Then the percentage adjustment on weights can be expressed as:

\[\begin{split} z_{it} = \begin{cases} \frac{w_{it}^*}{w_{i0}*ARETS} − 1 if e02400 ≤ 0\\ \frac{w_{it}^*}{w_{i0}*APOPSNR} − 1 if e02400 > 0 \end{cases} \end{split}\]

Here $w_{it}^*$ is the final optimized weight after stage II, which is unknown at this point.

In this problem, we want to minimize the overall adjustments on all records, in other words, to minimize the sum of the absolute values of all the percentage changes on weights. Thus, this LP problem aims at minimizing the following function:

\[ \sum_i |z_{it}| \]

To enhance efficiency of the optimization, we decompose the percentage adjustment $z_{it}$ into two components: r and s. These two components respectively carry the absolute values of positive and negative elements of original adjustments $z_{it}$. Mathematically, they can be expressed as following:

\[\begin{split} r_{it} = \begin{cases} z_{it}, z_{it} > 0 \\ 0, else \end{cases} \end{split}\]

\[\begin{split} s_{it} = \begin{cases} z_{it}, z_{it} > 0 \\ 0, else \end{cases} \end{split}\]

Then it’s not hard to see that the original adjustment is the difference of the two components, and its absolute value is the sum of the two components.

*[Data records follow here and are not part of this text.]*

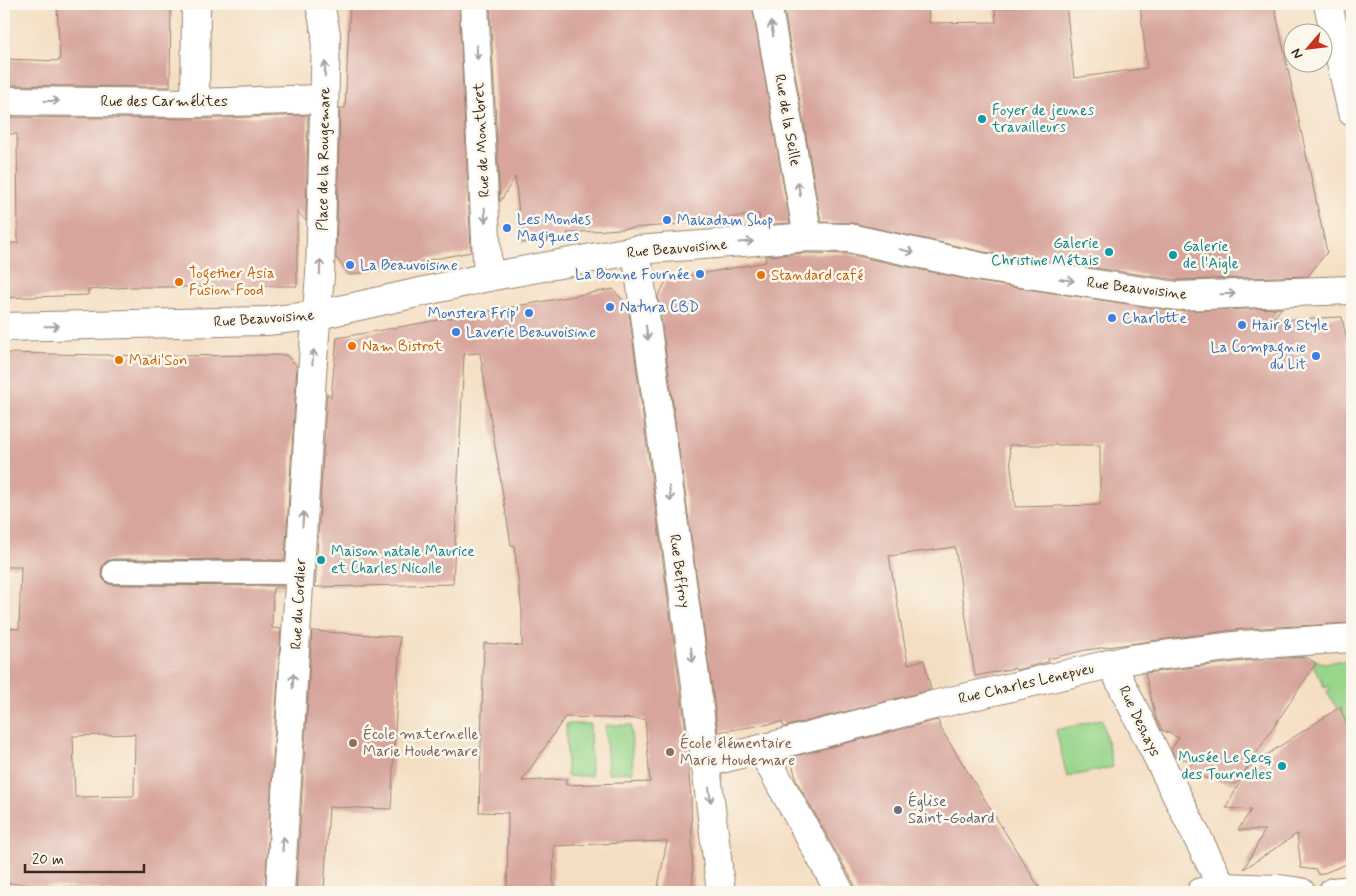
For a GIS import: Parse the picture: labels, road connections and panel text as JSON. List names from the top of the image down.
{
  "streets": {
    "street": [
      "Rue des Carmélites",
      "Rue de la Seille",
      "Rue de Montbret",
      "Place de la Rougemare",
      "Rue Beauvoisine",
      "Rue Beffroy",
      "Rue du Cordier",
      "Rue Charles Lenepveu",
      "Rue Deshays"
    ]
  },
  "crossings": [
    ["Rue des Carmélites", "Place de la Rougemare"],
    ["Rue de la Seille", "Rue Beauvoisine"],
    ["Rue de Montbret", "Rue Beauvoisine"],
    ["Place de la Rougemare", "Rue Beauvoisine"],
    ["Place de la Rougemare", "Rue du Cordier"],
    ["Rue Beauvoisine", "Rue Beffroy"],
    ["Rue Beauvoisine", "Rue du Cordier"],
    ["Rue Beffroy", "Rue Charles Lenepveu"],
    ["Rue Charles Lenepveu", "Rue Deshays"]
  ],
  "one_way": [
    "Rue des Carmélites",
    "Rue de la Seille",
    "Rue de Montbret",
    "Place de la Rougemare",
    "Rue Beauvoisine",
    "Rue Beffroy",
    "Rue du Cordier"
  ],
  "places": [
    "Foyer de jeunes travailleurs",
    "Makadam Shop",
    "Les Mondes Magiques",
    "Galerie Christine Métais",
    "Galerie de l'Aigle",
    "La Beauvoisine",
    "La Bonne Fournée",
    "Standard café",
    "Together Asia Fusion Food",
    "Natura CBD",
    "Monstera Frip'",
    "Charlotte",
    "Hair & Style",
    "Laverie Beauvoisine",
    "Nam Bistrot",
    "La Compagnie du Lit",
    "Madi'Son",
    "Maison natale Maurice et Charles Nicolle",
    "École maternelle Marie Houdemare",
    "École élémentaire Marie Houdemare",
    "Musée Le Secq des Tournelles",
    "Église Saint-Godard"
  ],
  "scale_bar": "20 m",
  "north": "bottom left"
}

\[ z_{it} = r_{it} – s_{it} \]

\[ |z_{it}| = r_{it} + s_{it} \]

Therefore, the object function turns into:

\[ \sum_{i} (r_{it} + s_{it}) \]

As this LP problem takes post-stage-I data as input and borrows a large number of targets derived in Stage I, the percentage adjustments should be fairly small. In addition, if the adjustment runs too large, there’s a big chance that the non-target variables get pulled away from their normal ranges. Thus in the LP model, the tolerance of each $z_{it} = r_{it} – s_{it}$ is also incorporate as a constraint:

\[ r_{it} + s_{it} < \delta \]

For each year, the OSPC model try to find the lowest tolerance that still allows the LP solver generates feasible solutions. This tolerance is different from year to year. Generally speaking, years earlier in the projection period have lower tolerances than years further out in the future. Currently the tolerances for all the years are under 0.45.

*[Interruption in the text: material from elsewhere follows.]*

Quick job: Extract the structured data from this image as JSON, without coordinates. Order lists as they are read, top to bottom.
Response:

In addition to this tolerance constraint, all other constraints of this LP problem can be grouped into three categories:

Return targets
Aggregate targets
Aggregate by Income class targets

The first category of return targets is mainly focused on different filing status of returns, and population of different age groups. Total numbers of returns with different filing status are maintained in the same ratio to total returns through years, and each category grows at the overall return growth rate. Senior filers are extrapolated at the rate for population with age greater than 65, projected by Census. Mathematically, these constraints are

\[ \sum_i w_{it}(1 + r_{it} - s_{it}) = W_t \]

where $w_{it}$ refers to the twisted post-stage-I weights created for Stage II, and Wt refers to the Stage II return targets.

The second category contains macroeconomic targets other than total wages. These constraints are set up as following:

\[ \sum_i x_{it} w_{it}(1 + r_{it} - s_{it}) = X_t \]

Both target variable for record i, $x_{it}$, and weight variable $w_{it}$ are the post-stage-I results.

The third category of aggregate by income class includes 12 targets. These targets are the weighted sum of wages and salaries ranked and grouped by adjusted gross income (AGI) classes. Currently, the distribution of wages and salaries is maintained the same as the base year through the entire projection period.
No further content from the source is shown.